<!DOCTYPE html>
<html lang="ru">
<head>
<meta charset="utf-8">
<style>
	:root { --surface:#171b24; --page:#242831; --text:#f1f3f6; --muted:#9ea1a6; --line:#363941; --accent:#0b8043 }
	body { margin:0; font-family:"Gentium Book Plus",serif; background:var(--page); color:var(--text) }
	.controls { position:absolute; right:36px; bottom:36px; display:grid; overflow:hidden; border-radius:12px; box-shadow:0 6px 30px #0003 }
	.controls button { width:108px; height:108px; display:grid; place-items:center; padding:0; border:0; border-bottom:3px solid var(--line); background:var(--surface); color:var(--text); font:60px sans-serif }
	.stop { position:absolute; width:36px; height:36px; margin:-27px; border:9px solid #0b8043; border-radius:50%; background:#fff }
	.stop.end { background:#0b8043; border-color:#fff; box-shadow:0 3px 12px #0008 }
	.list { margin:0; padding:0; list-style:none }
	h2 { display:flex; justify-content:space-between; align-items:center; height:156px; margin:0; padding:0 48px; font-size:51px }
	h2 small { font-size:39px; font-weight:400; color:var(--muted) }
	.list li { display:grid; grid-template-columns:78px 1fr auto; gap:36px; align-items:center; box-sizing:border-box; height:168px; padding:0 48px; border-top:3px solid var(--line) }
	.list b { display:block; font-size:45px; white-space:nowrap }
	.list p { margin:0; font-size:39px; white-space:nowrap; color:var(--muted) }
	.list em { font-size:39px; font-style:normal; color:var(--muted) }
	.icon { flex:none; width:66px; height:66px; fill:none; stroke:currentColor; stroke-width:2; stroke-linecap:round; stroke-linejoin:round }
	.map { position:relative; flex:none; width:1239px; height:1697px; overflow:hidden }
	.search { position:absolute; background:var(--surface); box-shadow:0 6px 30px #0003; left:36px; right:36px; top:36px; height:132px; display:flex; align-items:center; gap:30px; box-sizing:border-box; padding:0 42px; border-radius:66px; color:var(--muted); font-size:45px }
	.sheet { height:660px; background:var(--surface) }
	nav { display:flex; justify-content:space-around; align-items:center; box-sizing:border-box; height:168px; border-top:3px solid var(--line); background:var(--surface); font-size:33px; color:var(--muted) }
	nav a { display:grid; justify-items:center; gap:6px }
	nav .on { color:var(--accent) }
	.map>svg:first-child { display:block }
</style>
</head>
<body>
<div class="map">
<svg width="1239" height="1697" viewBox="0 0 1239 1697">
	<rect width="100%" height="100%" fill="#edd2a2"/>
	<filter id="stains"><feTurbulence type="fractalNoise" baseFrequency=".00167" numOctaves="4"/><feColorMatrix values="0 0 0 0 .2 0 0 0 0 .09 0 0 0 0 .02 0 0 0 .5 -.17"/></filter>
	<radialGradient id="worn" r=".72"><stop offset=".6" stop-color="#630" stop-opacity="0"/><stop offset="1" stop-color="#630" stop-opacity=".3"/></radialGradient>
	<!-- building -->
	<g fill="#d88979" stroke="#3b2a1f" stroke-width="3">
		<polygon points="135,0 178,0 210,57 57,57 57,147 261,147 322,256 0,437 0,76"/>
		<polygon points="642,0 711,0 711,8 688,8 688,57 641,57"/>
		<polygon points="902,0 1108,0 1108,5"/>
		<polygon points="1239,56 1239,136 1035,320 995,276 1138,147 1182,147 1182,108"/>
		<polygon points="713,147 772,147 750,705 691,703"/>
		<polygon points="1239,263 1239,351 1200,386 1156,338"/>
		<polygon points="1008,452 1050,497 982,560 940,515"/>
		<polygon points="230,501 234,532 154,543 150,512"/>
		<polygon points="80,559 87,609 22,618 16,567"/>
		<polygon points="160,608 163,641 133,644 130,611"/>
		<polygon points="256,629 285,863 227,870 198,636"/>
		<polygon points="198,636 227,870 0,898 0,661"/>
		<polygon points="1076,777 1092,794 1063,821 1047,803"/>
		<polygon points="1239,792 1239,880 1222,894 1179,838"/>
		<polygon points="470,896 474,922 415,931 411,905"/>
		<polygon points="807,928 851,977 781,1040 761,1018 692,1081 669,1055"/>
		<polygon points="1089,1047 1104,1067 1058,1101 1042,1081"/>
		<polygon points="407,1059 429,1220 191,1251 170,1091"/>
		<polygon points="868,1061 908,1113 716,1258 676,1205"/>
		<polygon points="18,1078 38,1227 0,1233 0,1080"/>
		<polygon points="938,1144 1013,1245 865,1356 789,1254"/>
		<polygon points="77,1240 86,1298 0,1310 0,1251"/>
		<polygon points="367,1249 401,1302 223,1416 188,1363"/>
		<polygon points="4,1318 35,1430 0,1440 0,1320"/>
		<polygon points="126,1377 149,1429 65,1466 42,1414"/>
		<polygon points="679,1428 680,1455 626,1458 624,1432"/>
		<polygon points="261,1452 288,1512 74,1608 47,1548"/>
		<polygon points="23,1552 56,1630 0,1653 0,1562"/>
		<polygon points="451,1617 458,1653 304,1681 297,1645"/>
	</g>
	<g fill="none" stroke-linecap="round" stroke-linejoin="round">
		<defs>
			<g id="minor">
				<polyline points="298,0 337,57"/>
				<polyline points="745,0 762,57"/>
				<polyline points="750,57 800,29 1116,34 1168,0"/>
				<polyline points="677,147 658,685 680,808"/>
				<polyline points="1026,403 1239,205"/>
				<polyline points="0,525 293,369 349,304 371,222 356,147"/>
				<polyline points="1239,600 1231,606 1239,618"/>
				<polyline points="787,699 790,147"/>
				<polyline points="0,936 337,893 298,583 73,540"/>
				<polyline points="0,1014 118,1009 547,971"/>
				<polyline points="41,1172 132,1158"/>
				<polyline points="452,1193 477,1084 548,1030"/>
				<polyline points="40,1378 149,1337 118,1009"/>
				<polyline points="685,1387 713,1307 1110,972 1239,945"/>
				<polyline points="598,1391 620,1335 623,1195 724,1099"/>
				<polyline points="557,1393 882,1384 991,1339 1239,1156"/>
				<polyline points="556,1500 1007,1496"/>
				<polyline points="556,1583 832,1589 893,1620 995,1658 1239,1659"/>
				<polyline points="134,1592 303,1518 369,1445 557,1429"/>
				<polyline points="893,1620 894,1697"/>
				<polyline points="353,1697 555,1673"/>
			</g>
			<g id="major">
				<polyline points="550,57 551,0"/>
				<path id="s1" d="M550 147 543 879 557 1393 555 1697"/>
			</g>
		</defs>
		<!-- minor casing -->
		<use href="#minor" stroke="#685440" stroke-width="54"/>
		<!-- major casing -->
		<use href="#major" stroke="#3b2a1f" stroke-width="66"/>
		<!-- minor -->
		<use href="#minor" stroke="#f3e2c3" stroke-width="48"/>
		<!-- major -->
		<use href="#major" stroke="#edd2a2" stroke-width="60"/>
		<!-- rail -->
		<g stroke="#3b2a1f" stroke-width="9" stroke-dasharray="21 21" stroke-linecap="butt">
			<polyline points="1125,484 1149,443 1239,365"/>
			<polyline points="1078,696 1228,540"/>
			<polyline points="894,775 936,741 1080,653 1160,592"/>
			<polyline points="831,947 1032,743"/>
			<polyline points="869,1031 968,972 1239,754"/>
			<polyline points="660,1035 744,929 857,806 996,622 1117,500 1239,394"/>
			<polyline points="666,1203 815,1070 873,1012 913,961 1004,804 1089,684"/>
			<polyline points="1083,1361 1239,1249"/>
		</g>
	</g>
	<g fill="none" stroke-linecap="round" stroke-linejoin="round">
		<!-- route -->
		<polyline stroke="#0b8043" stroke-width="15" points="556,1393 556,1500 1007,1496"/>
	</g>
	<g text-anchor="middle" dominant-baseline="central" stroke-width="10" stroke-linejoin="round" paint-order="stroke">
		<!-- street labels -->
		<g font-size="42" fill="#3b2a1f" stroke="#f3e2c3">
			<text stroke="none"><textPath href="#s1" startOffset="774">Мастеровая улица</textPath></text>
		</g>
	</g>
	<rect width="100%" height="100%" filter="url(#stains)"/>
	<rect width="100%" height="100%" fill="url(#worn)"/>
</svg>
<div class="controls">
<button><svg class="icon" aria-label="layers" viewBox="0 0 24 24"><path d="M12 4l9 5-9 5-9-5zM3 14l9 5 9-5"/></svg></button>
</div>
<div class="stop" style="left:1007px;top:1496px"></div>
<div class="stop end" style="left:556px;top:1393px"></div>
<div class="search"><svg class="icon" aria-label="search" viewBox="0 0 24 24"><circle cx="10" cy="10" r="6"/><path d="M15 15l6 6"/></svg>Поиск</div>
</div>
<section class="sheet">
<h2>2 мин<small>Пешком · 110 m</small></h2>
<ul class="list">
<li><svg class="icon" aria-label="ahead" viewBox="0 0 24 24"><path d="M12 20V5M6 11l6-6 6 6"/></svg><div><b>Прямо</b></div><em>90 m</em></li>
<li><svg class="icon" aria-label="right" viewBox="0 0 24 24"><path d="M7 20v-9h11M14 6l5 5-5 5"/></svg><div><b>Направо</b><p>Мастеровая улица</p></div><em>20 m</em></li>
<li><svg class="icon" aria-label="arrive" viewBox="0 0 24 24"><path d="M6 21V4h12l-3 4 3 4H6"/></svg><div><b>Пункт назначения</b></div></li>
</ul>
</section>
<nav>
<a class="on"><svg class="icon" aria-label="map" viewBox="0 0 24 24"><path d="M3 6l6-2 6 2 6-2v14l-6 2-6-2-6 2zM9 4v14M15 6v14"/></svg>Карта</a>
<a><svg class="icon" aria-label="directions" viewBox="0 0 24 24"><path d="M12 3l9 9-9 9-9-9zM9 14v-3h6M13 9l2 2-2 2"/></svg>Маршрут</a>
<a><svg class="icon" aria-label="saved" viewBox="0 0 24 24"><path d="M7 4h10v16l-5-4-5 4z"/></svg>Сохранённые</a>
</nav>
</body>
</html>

_ _ _ _ _ _ _

### WORK INSTRUCTION
The lines above that hold the word "bottom" should be found and copied out.

### RESPONSE AREA
	.controls { position:absolute; right:36px; bottom:36px; display:grid; overflow:hidden; border-radius:12px; box-shadow:0 6px 30px #0003 }
	.controls button { width:108px; height:108px; display:grid; place-items:center; padding:0; border:0; border-bottom:3px solid var(--line); background:var(--surface); color:var(--text); font:60px sans-serif }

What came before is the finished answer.